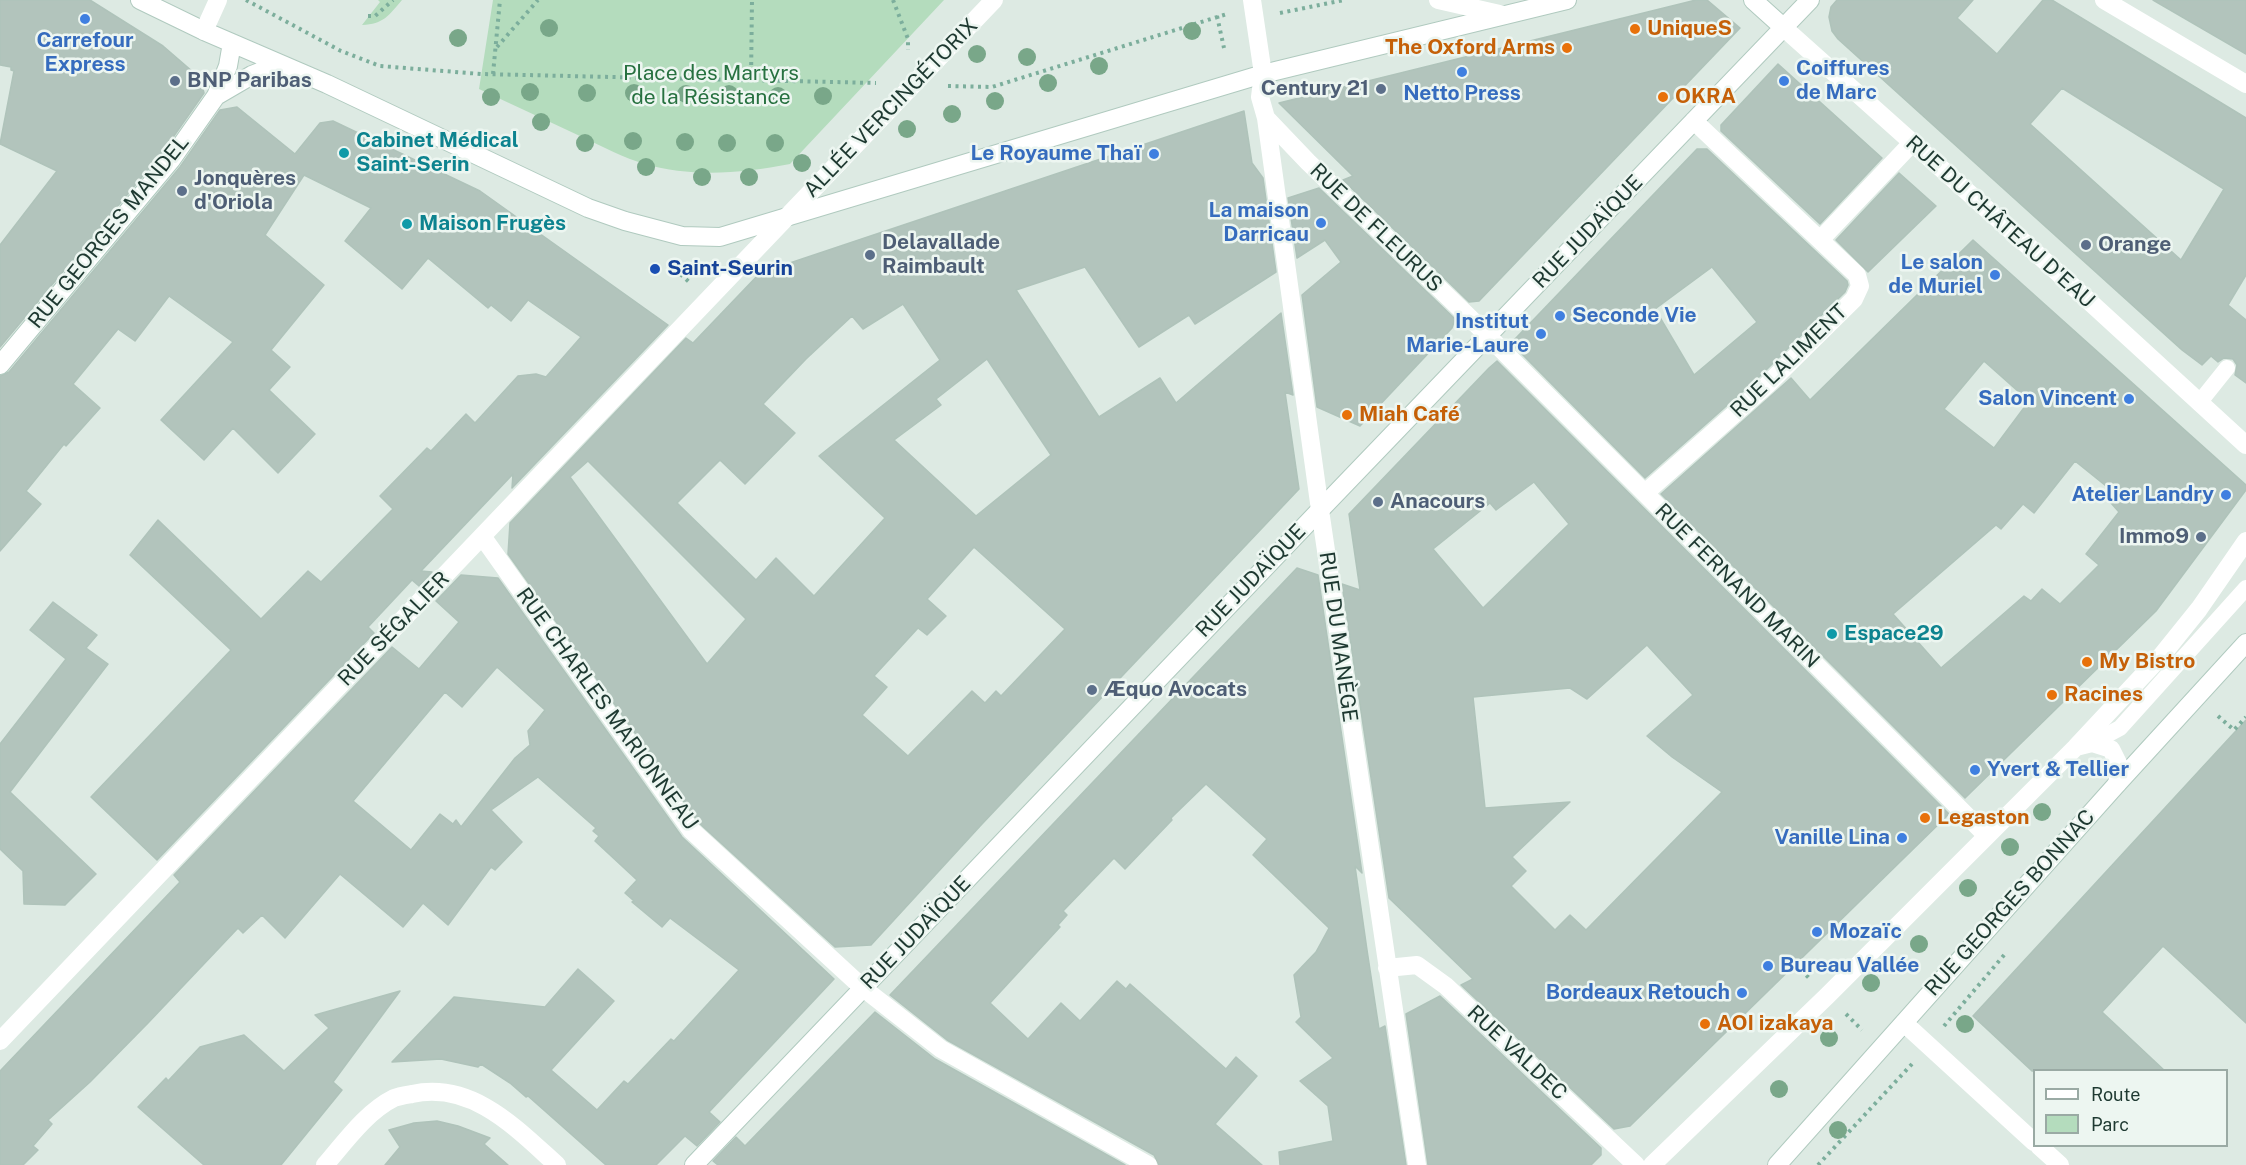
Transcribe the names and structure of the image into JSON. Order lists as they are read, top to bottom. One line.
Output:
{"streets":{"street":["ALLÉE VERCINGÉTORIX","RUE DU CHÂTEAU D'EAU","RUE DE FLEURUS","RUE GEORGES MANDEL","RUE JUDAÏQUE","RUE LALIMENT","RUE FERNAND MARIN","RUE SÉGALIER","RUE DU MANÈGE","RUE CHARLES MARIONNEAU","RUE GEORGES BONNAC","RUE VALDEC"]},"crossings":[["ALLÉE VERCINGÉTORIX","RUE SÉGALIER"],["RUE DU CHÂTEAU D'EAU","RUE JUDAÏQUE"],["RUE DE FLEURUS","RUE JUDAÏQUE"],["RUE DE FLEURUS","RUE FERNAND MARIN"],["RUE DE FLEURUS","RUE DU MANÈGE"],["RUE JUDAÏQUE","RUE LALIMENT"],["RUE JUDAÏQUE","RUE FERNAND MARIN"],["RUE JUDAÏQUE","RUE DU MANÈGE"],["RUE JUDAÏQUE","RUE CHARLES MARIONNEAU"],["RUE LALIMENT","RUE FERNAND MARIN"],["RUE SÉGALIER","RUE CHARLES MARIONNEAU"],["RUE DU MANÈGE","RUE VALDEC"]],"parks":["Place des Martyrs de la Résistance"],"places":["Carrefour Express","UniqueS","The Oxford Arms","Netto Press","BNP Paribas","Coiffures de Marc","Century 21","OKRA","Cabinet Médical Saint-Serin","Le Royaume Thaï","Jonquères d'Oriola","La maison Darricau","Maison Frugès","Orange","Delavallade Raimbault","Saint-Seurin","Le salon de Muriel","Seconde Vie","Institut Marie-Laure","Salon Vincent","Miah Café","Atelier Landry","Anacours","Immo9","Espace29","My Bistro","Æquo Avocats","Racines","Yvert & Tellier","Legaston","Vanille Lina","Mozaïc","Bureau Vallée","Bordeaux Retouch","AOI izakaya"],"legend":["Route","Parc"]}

▸ Task prompt: Every line above is to be repeated exactly, but no picture is to appear in the copy.

▸ Exercise answer:
Transcribe the names and structure of the image into JSON. Order lists as they are read, top to bottom. One line.
Output:
{"streets":{"street":["ALLÉE VERCINGÉTORIX","RUE DU CHÂTEAU D'EAU","RUE DE FLEURUS","RUE GEORGES MANDEL","RUE JUDAÏQUE","RUE LALIMENT","RUE FERNAND MARIN","RUE SÉGALIER","RUE DU MANÈGE","RUE CHARLES MARIONNEAU","RUE GEORGES BONNAC","RUE VALDEC"]},"crossings":[["ALLÉE VERCINGÉTORIX","RUE SÉGALIER"],["RUE DU CHÂTEAU D'EAU","RUE JUDAÏQUE"],["RUE DE FLEURUS","RUE JUDAÏQUE"],["RUE DE FLEURUS","RUE FERNAND MARIN"],["RUE DE FLEURUS","RUE DU MANÈGE"],["RUE JUDAÏQUE","RUE LALIMENT"],["RUE JUDAÏQUE","RUE FERNAND MARIN"],["RUE JUDAÏQUE","RUE DU MANÈGE"],["RUE JUDAÏQUE","RUE CHARLES MARIONNEAU"],["RUE LALIMENT","RUE FERNAND MARIN"],["RUE SÉGALIER","RUE CHARLES MARIONNEAU"],["RUE DU MANÈGE","RUE VALDEC"]],"parks":["Place des Martyrs de la Résistance"],"places":["Carrefour Express","UniqueS","The Oxford Arms","Netto Press","BNP Paribas","Coiffures de Marc","Century 21","OKRA","Cabinet Médical Saint-Serin","Le Royaume Thaï","Jonquères d'Oriola","La maison Darricau","Maison Frugès","Orange","Delavallade Raimbault","Saint-Seurin","Le salon de Muriel","Seconde Vie","Institut Marie-Laure","Salon Vincent","Miah Café","Atelier Landry","Anacours","Immo9","Espace29","My Bistro","Æquo Avocats","Racines","Yvert & Tellier","Legaston","Vanille Lina","Mozaïc","Bureau Vallée","Bordeaux Retouch","AOI izakaya"],"legend":["Route","Parc"]}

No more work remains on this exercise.